In 1631, Louis XIII decided to rebuild a small country royal residence into what we know as the Palace of Versailles. In 1833, after the 1830 Revolution, Louis XVI removed Versailles’s status as a royal residence and the palace became a museum featuring various mediums of art such as paintings, sculptures, drawings and engravings.
The fashion show was held in a wing of the palace called the Hall of Mirrors. In this extravagant 17th-century Baroque room, crystal chandeliers hang from the ceiling and the walls are covered in works of art. The show, titled “Disturbing Beauty,” aimed to explore the idea of being vanguard and escaping from limiting standards of art and fashion.
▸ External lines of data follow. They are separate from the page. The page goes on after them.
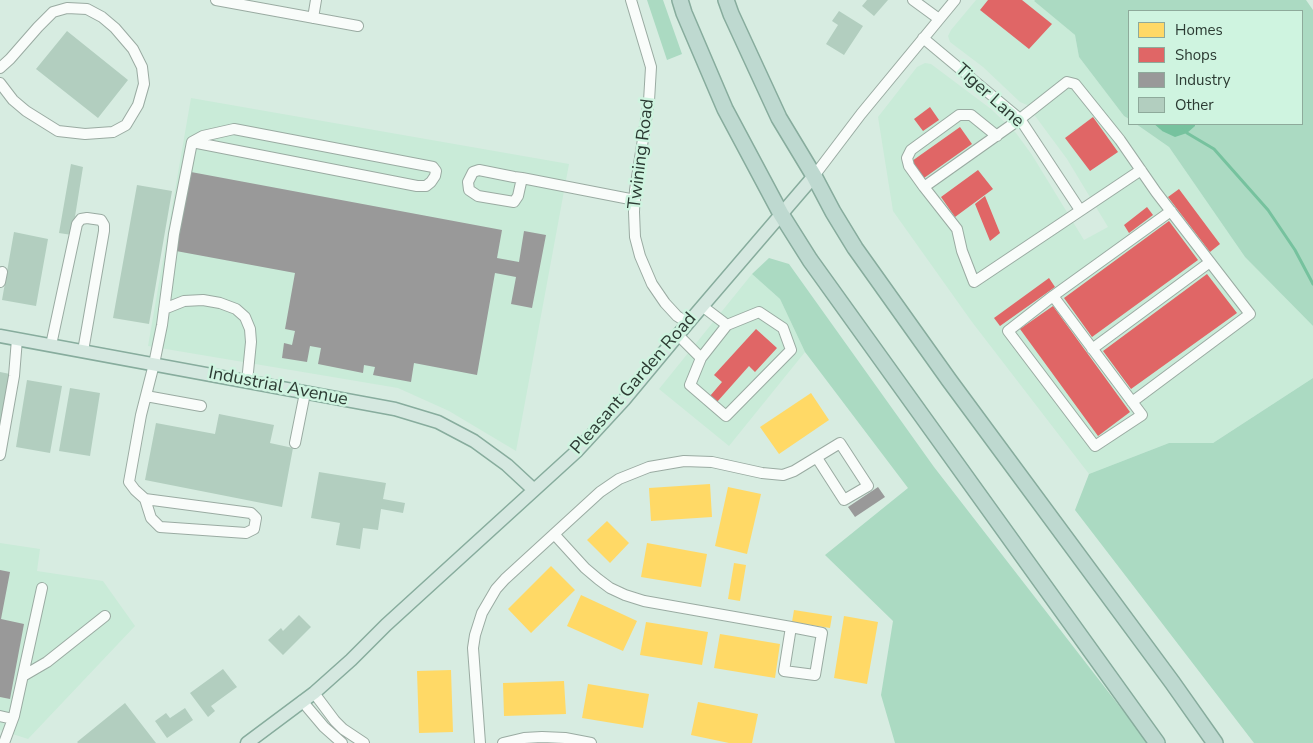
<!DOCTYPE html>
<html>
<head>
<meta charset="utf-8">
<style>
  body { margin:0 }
  #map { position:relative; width:1313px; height:743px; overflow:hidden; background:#d7ece1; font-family:"Nunito Sans",sans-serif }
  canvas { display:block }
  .legend { position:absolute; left:1128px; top:10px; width:175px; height:115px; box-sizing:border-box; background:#cff4e0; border:1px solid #8eaa9b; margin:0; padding:6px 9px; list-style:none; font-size:15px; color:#2c3b33 }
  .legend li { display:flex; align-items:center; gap:10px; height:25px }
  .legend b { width:25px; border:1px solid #8eaa9b }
</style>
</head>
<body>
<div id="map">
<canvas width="1313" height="743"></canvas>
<ul class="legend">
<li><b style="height:14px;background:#ffd966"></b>Homes</li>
<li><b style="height:14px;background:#e06666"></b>Shops</li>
<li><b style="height:14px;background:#999"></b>Industry</li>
<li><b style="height:14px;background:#b2cebf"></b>Other</li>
</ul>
</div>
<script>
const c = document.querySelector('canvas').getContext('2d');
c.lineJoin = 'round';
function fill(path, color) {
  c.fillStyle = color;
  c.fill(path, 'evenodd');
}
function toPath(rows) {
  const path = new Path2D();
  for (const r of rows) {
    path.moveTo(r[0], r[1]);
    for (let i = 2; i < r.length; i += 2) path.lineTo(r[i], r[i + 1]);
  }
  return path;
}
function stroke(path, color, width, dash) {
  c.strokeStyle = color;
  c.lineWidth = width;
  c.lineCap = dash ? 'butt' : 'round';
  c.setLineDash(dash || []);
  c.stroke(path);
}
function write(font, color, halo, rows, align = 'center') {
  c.font = font + ' "Nunito Sans",sans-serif';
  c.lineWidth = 5;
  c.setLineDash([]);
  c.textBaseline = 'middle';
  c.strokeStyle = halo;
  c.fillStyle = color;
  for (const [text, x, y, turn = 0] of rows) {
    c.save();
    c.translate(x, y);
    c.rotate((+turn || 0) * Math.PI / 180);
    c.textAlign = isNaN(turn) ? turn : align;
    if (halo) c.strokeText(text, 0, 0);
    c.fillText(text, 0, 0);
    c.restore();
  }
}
fill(toPath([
  [976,0,1035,0,1034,1,1075,35,1079,57,1124,116,1129,119,1129,124,1136,124,1169,147,1245,257,1313,326,1313,378,1213,443,1169,443,1089,474,972,322,893,211,878,117,917,67,925,63,931,64,991,109,1016,133,1032,155,1084,240,1108,227,1067,159,1027,105,1020,102,983,67,950,42,948,36,951,30],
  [191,98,569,164,516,451,449,411,398,388,148,346],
  [752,274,780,299,805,352,729,446,659,389],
  [0,543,40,549,37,571,103,581,135,626,28,739,0,730]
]), '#c9ebd8');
fill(toPath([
  [647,0,663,0,682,54,667,60],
  [1035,0,1306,0,1313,10,1313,326,1245,257,1169,147,1136,124,1154,124,1162,131,1194,126,1195,124,1302,124,1302,11,1129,11,1129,79,1128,84,1129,91,1129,119,1124,116,1079,57,1075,35,1034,1],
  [769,258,789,264,934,467,1148,743,895,743,881,695,893,621,825,555,908,488,805,352,780,299,752,274],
  [1313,378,1313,743,1254,743,1075,510,1089,474,1169,443,1213,443]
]), '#abdac2');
fill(toPath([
  [1154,124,1195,124,1195,126,1187,133,1175,137,1162,131]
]), '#76c29e');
fill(toPath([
  [811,393,829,420,779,454,760,427],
  [710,484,712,517,651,521,649,488],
  [728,487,761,494,747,554,715,546],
  [607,521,629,543,610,563,587,540],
  [647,543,707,554,701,587,641,577],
  [734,563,746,565,740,601,728,599],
  [551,566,575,590,531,633,508,609],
  [581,595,637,621,623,651,567,626],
  [794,610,832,616,830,628,792,622],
  [844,616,878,622,867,684,834,678],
  [646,622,708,632,702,665,640,655],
  [720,634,780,644,775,678,714,668],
  [451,670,453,732,419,733,417,671],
  [564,681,566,714,504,716,503,683],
  [588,684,649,694,643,728,582,718],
  [698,702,758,714,752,743,729,743,691,735]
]), '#ffd966');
fill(toPath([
  [988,0,1022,0,1052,24,1029,49,980,10],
  [930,107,939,120,923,131,914,119],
  [1093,117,1118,152,1090,171,1065,138],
  [960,127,972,144,924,178,912,161],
  [978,170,993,189,955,217,941,197],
  [1179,189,1220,244,1210,252,1168,197],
  [985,196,1000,233,990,241,975,204],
  [1147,207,1153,215,1129,233,1124,225],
  [1169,221,1198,260,1092,337,1064,298],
  [1207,274,1237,313,1131,389,1103,351],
  [1049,278,1055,287,1000,326,994,318],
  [1053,306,1130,412,1098,436,1020,329],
  [756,329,777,348,755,372,749,366,717,402,710,396,722,382,714,375]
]), '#e06666');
fill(toPath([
  [191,172,502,230,497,258,519,262,524,231,546,235,532,308,511,304,516,277,495,273,477,375,414,363,411,382,373,375,375,367,364,365,363,373,318,364,321,348,310,346,307,362,282,358,284,343,292,345,295,331,285,329,295,273,176,251],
  [878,487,885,497,855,517,848,507],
  [0,570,10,572,1,619,24,624,10,699,0,697]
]), '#999');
stroke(toPath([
  [1182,124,1187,133,1214,149,1268,210,1295,250,1313,284]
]), '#76c29e', 3);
fill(toPath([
  [867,0,888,0,874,16,862,6],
  [839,11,863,26,844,55,826,44,838,25,832,21],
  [67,31,128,80,98,118,36,69],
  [71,164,83,167,72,235,59,233],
  [137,185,172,191,149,324,113,318],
  [14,232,48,239,36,306,2,300],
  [0,372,10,374,1,424,0,424],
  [27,380,62,386,50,453,16,447],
  [70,388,100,393,90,456,59,451],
  [219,414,274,425,270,443,293,448,282,507,145,480,156,423,215,434],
  [319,472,386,483,383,499,405,503,403,513,381,509,378,530,363,528,360,549,336,545,340,523,311,518],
  [299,615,311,627,283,655,268,640,281,628,283,631],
  [223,669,237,687,211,706,215,711,208,717,190,693],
  [125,703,156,743,78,743,77,742],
  [185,708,193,720,167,738,155,721,166,713,170,718]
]), '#b2cebf');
const minor = toPath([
  [216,0,358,26],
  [631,0,651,67,649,101,635,190,634,212,635,237,640,256,652,284,665,303,677,316,688,323],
  [913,0,939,19],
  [313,18,316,0],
  [923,38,1020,119,1080,210],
  [0,68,10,59,38,27,53,12,67,8,87,9,102,17,115,28,133,49,142,67,144,84,138,105,126,125,113,132,85,134,58,131,26,111,13,100,0,83],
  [234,129,433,167,436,171,435,176,431,182,426,186,417,186,192,142,203,136,234,129],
  [814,176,861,114,955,0],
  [522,178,518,196,514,202,478,196,469,190,468,182,473,172,479,170,514,177,522,178,635,200],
  [924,187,909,166,907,158,911,150,959,115,971,115,997,136],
  [0,282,2,272],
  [1053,296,1142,415,1095,446,1008,331,1053,296],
  [1053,296,1171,211],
  [164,309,184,301,203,300,220,303,236,309,245,317,250,329,251,342,247,382],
  [678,335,701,358,690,385,726,416,791,350,783,328,759,312,727,325,702,306],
  [51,345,77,224,81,219,87,218,101,220,104,225,104,231,83,351],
  [1092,349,1210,262],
  [701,358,727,325],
  [146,396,201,406],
  [1132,402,1250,314,1156,192,1120,140,1075,84,1067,82,1020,119,924,187,957,229,962,251,974,282,1141,170],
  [295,443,305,393],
  [0,455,14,376,17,339],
  [145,499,151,518,160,527,246,533,254,529,256,518,251,513,145,499,135,490,129,482,141,415,154,364,162,325,174,234,192,142],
  [554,534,585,568,598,579,610,588,625,595,644,601,672,606,791,627,822,633,815,675,784,671,791,627],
  [23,676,47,662,105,616],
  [314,693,335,721,343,729,364,743],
  [302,701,324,727,342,743],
  [0,716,13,719],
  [4,743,14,716,42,588],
  [480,743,473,648,475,635,482,613,496,589,505,579,600,492,619,479,649,467,684,461,712,462,762,473,783,475,794,471,840,443,868,486,844,500,817,458],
  [503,743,524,738,542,737,565,738,591,743]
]);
const major = toPath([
  [0,336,395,409,438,422,474,441,507,465,534,490],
  [247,743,314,693,351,660,386,625,577,451,624,400,688,323,814,176]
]);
const highway = toPath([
  [680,0,684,13,725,109,781,214,810,260,1157,743],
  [726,0,731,14,779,118,814,176,833,212,855,248,949,380,1172,682,1215,743]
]);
stroke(minor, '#9aaba2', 12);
stroke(major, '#87ac9d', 15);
stroke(highway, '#87ac9d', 18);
stroke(minor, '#f9fcfa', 10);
stroke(major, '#d5e8e0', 12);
stroke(highway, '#bed9d0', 15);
write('18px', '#2c3b33', '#cff4e0', [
  ["Tiger Lane",989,96,42],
  ["Twining Road",642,154,-83],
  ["Pleasant Garden Road",634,384,-49],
  ["Industrial Avenue",278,387,11]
]);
</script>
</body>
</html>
Maria Grazia Chiuri, Dior’s creative director, came up with the idea and invited the Italian contemporary artist Silvia Giambrone to execute her artistic vision. Waxed mirrors with thorns were placed in front of the actual mirrors on the Hall’s walls, and the distorted reflections of the models were rendered invisible. The thorns coming out of the waxed mirrors contribute to this reflective impossibility, and critique the idea of female vanity — including the contemporary practice of taking selfies.
When could we ever imagine that a model wearing an overcoat and baggy jeans would march where Marie Antoinette once lived? This unique runway for Dior’s collection highlighted the disruption of fashion styles through artistic creativity. At the end of the show, a model marveled at the horizon on Versailles’s steps and ran into the gloomy woods, implying the desire to achieve liberty and distance from beauty standards established by the elite.
Although both Versailles and the Louvre currently serve as museums, they were previously residences of French monarchs who embodied and supported limiting notions of beauty. Ultimately, this was part of the reason their use as fashion show venues proved to be so striking. While the ending of “Disturbing Beauty” critiques humans’ long-standing practice of marvelling at their reflections in mirrors, the Louis Vuitton show highlighted the power of traditional art in shaping beauty ideals across time. In other words, one show used art to challenge beauty standards, and the other used art to re-emphasize them.
As high-end designers turn art museum galleries into runways, the connection between art and fashion is reinforced. Interestingly, when mixing these two areas of creativity, new meanings and messages are being created in addition to portraying the unprecedented ways in which fashion and fine art complement each other.